Another challenging issue our paper examines is the intersection of wearables and Big Data, as wearables’ capacity for granular ubiquitous data collection both opens the door to new and important health, efficiency, and personal benefits, but also to significant privacy risks. We agree with the Chairwoman’s caution against collecting and holding consumer information on the mere off-chance that it could become valuable someday. However, we also believe that novel data uses do sometimes develop from data collection that is based on speculative or “pure research” purposes and that allowing for these uses is essential. In order to unleash the benefits of big data, researchers and organizations need the opportunity to look for unanticipated insights in datasets like those that might be created by consumers utilizing their wearables to ubiquitously track their own activities.
Rather than immediately imposing restrictions on data collection, we believe organizations should engage in comprehensive risk-benefit analyses of both the potential risks and potential rewards of putting data to a particular use. FPF has previously published a methodology for this sort of serious assessment in our paper Benefit-Risk-Analysis for Big Data. By identifying and quantifying both the risks and benefits of handling data in a particular manner, companies can more rationally determine when a certain use is appropriate or when to scale back data collection. “Trust us” is not a sufficient rationale for careless handling of consumer data by companies, and comprehensive risk-benefit analysis prevents thoughtless decision-making. By engaging in case-by-case balancing, we can allow for novel data uses and big data breakthroughs only when and where the benefits to individuals and society outweigh their risks.
In addition to examining the need for common sense applications of the FIPPs, the paper presents a variety of industry solutions necessary to support such a framework. We wholeheartedly support the Commissioner’s call for security-by-design, recommending that “organizations be prepared to defend consumers’ personal data against both internal threats, such as curious employees, and external threats, such as hackers or scammers,” as well as her recommendation that organizations engage in practical de-identification practices. We also suggest companies respect the context of data collection, be transparent about how they use consumers’ personal information, provide reasonable individual access to data, and help develop binding codes of conduct for wearables.

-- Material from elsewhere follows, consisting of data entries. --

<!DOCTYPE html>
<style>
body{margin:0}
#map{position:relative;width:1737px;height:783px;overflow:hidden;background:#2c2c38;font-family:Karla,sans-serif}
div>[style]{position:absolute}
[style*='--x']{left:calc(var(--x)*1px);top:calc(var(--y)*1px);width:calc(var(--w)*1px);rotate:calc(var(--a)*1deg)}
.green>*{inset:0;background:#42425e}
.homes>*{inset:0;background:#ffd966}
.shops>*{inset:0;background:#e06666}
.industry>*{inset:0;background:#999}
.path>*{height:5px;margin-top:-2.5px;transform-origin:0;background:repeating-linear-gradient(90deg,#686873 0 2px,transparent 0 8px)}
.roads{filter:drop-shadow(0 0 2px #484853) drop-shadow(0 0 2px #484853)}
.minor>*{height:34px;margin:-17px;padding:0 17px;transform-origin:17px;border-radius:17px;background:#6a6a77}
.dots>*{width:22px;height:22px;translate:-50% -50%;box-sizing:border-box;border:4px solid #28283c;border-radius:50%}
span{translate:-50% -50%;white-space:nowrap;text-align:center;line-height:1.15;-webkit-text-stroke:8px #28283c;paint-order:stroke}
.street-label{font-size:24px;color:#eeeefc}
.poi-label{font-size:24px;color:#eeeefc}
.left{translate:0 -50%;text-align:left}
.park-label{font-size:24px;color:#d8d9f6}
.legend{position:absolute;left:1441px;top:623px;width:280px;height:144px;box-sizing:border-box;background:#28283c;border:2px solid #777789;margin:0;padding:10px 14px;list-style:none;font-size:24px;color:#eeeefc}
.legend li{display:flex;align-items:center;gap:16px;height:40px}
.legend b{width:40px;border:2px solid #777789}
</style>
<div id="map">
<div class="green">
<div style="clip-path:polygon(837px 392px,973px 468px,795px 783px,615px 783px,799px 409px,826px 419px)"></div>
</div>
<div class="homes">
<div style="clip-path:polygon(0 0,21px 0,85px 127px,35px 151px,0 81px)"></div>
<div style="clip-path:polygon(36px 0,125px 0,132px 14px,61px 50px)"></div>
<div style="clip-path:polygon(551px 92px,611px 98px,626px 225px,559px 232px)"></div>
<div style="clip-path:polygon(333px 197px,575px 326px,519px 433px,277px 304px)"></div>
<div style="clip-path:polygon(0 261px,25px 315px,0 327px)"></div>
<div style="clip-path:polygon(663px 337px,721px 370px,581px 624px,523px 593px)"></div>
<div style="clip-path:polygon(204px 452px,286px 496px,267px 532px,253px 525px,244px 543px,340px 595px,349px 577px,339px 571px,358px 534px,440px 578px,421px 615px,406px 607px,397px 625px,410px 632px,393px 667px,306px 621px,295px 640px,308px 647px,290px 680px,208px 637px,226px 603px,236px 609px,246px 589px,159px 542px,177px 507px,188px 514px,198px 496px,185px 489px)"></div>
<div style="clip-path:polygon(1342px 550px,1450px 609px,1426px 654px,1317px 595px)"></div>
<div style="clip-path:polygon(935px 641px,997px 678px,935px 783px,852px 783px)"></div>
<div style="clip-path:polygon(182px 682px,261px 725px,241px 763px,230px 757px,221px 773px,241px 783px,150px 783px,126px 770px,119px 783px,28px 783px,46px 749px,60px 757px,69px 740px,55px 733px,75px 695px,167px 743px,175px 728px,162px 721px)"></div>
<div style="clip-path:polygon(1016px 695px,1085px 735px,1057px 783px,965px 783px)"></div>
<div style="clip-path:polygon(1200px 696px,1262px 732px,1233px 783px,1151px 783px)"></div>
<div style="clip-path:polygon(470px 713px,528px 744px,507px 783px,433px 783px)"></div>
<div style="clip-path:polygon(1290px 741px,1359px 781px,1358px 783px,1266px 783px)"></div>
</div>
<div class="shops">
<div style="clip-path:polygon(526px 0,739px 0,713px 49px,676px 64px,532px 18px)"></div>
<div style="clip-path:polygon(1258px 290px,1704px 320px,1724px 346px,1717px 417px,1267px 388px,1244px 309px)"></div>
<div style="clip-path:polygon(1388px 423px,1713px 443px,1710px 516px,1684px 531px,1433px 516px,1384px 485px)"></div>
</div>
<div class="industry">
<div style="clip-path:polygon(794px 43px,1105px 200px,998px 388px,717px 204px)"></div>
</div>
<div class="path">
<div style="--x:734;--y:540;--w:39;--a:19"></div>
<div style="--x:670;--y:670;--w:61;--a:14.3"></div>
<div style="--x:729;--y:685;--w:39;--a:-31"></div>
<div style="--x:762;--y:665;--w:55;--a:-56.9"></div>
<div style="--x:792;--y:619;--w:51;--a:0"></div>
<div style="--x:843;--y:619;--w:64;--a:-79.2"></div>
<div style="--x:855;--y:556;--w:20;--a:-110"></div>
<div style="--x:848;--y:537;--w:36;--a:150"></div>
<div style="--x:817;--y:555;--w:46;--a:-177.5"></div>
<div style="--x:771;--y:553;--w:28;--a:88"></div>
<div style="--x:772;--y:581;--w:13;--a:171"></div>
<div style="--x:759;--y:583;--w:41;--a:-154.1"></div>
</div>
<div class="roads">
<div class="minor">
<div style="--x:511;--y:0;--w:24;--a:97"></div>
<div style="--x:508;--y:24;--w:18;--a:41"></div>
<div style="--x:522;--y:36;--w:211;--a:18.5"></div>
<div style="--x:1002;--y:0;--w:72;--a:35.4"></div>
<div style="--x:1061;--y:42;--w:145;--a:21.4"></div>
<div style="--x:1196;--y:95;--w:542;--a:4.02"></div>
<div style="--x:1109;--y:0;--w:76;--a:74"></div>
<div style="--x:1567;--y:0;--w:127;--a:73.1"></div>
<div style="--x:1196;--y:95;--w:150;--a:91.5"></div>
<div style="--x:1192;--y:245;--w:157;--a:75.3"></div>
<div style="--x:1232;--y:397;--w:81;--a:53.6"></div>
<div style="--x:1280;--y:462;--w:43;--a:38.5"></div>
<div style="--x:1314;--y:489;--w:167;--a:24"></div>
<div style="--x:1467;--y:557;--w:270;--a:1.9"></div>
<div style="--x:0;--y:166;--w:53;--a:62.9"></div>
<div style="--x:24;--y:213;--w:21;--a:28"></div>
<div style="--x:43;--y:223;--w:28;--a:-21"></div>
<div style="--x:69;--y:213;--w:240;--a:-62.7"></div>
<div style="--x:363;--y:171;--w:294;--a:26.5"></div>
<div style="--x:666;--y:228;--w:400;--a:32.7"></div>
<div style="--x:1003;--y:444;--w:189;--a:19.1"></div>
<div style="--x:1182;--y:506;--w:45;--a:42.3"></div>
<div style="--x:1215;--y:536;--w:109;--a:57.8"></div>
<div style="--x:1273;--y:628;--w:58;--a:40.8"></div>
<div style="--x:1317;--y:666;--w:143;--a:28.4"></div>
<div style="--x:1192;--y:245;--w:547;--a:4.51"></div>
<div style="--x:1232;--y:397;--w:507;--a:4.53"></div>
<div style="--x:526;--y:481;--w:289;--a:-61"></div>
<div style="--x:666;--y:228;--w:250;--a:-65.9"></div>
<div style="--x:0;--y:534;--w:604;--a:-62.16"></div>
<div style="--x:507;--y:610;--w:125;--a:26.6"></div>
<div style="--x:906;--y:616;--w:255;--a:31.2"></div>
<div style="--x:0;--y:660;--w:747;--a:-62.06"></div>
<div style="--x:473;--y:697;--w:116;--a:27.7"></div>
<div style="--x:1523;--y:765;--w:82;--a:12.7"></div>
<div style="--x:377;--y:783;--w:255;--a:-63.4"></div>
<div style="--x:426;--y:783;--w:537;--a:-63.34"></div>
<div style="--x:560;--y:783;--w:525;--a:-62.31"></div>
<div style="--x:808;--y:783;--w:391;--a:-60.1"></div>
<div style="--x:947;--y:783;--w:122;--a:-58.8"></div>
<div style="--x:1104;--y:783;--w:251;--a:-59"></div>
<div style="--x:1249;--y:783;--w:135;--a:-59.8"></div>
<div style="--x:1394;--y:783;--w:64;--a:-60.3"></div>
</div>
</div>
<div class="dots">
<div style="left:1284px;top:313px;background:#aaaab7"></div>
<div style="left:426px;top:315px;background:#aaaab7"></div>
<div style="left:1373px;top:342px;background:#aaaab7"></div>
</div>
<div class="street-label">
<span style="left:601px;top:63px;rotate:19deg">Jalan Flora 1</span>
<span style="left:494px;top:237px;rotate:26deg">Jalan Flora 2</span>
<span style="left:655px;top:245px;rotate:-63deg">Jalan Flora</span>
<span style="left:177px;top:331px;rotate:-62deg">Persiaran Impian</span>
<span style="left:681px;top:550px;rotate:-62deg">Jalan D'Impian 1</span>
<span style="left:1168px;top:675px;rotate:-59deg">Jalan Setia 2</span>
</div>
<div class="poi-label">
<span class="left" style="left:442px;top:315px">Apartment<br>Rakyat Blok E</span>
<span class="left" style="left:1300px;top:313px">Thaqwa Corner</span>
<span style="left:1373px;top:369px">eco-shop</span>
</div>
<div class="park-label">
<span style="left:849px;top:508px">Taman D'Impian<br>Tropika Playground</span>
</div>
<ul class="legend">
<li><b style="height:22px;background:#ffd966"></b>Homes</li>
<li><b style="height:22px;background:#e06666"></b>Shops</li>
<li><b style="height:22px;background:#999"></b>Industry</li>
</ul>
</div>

2015 may be the year that wearables go mainstream, both for consumers and for privacy professionals and policymakers. While companies continue to develop new ways to connect our digital and physical worlds, there are many more discussions to be had about how these devices will fit into our lives. The wearables industry needs time to mature, and users need time to learn what they want and expect their wearables to do for them and with their personal information. Already, companies and platforms, such as Apple HealthKit and Google Fit, are developing baseline rules to protect consumers’ privacy. Moving forward, we urge policymakers to adopt a forward-thinking, common sense application of the FIPPs in the wearables space.